**TASK DESCRIPTION:** Examine each line of the data, and copy the ones containing "align".

Collected data entries:
= Beginning of Section =

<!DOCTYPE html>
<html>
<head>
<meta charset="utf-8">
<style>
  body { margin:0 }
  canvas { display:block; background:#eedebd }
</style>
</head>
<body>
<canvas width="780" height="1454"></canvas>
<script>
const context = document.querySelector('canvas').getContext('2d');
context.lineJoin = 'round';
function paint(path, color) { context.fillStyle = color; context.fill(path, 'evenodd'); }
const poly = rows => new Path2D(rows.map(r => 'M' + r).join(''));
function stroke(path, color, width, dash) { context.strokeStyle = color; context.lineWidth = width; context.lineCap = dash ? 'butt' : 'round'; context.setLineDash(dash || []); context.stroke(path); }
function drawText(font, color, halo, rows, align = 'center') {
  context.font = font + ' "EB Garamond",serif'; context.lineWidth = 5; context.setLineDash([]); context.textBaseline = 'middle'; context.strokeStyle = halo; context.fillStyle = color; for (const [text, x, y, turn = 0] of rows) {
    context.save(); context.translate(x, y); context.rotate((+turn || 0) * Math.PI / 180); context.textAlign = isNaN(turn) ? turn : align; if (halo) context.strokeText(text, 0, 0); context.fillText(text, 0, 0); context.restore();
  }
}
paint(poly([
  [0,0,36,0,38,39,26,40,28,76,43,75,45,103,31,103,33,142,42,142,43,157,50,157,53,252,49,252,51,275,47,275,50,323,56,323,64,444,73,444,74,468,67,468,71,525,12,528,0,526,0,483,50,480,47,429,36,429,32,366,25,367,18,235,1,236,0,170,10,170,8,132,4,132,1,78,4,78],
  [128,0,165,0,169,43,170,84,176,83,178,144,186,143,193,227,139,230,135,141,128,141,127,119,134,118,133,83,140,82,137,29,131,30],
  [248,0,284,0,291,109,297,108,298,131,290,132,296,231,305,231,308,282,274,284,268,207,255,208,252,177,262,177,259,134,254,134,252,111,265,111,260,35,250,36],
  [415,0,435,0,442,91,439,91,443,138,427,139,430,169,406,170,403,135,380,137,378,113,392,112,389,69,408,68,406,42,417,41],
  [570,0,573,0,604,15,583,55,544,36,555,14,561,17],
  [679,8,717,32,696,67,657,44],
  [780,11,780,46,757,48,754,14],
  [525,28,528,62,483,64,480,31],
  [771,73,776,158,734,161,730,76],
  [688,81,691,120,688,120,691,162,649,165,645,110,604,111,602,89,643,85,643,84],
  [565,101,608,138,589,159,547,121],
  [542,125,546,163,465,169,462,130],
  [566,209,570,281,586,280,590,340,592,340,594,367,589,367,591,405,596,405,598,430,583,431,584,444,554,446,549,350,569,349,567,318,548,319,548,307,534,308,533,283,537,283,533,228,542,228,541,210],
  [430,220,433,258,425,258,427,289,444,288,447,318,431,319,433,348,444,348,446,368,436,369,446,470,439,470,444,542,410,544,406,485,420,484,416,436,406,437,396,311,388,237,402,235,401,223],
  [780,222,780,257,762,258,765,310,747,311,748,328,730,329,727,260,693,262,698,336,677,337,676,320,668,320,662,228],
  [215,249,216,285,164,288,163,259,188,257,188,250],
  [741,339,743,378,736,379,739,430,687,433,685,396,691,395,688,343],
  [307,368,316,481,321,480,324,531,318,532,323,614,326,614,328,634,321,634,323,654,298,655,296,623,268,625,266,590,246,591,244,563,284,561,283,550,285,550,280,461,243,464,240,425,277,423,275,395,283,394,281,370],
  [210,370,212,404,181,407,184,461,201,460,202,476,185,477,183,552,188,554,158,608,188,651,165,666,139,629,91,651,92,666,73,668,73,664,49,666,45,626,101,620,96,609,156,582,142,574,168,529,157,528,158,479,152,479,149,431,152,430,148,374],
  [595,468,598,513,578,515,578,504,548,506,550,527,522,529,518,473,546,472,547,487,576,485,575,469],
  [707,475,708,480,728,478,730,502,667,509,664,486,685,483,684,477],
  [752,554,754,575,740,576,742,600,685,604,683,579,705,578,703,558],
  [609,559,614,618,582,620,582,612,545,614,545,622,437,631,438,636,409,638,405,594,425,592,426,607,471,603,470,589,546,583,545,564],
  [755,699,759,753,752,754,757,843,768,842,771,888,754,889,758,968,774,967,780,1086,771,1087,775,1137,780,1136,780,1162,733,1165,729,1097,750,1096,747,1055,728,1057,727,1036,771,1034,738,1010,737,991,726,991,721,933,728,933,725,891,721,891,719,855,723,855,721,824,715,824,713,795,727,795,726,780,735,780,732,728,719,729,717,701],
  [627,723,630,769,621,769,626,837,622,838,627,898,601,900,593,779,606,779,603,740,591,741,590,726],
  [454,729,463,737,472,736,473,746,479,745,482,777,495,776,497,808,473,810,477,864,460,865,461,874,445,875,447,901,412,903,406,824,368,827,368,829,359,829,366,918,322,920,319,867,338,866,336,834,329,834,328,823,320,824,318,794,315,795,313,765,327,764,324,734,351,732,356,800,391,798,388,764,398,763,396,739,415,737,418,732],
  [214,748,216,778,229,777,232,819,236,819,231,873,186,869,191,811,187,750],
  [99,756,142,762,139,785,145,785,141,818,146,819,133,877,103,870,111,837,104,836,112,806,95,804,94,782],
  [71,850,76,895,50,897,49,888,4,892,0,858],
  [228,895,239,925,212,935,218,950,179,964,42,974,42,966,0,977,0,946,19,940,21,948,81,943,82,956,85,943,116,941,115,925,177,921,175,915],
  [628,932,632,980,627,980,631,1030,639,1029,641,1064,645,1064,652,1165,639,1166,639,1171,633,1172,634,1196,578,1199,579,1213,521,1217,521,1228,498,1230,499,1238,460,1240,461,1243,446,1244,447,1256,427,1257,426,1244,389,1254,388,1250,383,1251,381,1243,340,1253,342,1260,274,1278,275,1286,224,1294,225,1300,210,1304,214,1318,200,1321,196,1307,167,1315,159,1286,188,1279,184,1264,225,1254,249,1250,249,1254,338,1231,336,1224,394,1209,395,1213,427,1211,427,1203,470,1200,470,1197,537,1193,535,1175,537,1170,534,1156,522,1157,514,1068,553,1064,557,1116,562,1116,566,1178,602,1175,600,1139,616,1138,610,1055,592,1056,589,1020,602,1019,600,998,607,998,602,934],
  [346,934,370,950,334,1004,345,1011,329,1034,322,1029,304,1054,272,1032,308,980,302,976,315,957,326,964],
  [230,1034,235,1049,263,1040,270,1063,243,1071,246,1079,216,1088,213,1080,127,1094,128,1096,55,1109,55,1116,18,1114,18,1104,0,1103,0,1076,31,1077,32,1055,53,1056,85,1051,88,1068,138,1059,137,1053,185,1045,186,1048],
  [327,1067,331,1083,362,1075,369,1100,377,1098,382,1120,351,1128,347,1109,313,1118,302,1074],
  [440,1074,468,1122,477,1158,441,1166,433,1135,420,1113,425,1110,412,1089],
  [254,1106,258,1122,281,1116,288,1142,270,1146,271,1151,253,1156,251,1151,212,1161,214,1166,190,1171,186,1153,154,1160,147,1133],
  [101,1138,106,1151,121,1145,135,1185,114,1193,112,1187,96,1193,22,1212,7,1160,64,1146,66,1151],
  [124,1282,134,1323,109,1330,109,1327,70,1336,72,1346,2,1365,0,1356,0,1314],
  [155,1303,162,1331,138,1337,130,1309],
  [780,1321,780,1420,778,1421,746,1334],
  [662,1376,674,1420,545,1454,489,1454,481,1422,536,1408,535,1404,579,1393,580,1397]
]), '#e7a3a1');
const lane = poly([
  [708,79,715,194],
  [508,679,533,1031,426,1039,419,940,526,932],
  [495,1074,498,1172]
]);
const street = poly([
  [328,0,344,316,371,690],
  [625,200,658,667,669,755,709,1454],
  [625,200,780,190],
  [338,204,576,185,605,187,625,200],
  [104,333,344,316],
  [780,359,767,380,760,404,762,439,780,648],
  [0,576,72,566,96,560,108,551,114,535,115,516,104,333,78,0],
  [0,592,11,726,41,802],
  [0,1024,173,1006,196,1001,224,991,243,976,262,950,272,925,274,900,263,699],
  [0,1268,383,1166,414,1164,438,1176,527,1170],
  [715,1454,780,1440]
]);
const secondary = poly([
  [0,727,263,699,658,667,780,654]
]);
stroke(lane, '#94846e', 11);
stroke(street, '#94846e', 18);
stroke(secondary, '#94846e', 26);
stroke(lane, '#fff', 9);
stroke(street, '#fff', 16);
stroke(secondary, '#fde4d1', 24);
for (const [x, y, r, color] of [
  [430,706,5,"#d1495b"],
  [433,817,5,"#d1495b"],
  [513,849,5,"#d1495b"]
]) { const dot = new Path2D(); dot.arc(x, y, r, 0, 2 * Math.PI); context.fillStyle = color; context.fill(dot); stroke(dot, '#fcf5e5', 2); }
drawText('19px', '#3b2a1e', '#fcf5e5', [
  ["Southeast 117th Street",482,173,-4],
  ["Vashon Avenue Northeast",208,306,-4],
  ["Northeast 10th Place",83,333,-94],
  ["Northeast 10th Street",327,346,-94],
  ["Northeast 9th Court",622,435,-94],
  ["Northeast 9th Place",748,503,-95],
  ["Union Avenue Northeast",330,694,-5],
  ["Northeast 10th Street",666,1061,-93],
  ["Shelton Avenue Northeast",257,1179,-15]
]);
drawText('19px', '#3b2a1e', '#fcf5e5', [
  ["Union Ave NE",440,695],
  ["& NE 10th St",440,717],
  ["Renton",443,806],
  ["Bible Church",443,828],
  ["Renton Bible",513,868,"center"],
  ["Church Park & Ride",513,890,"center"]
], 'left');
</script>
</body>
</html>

= End of Section =

**TASK OUTPUT:**
function drawText(font, color, halo, rows, align = 'center') {
    context.save(); context.translate(x, y); context.rotate((+turn || 0) * Math.PI / 180); context.textAlign = isNaN(turn) ? turn : align; if (halo) context.strokeText(text, 0, 0); context.fillText(text, 0, 0); context.restore();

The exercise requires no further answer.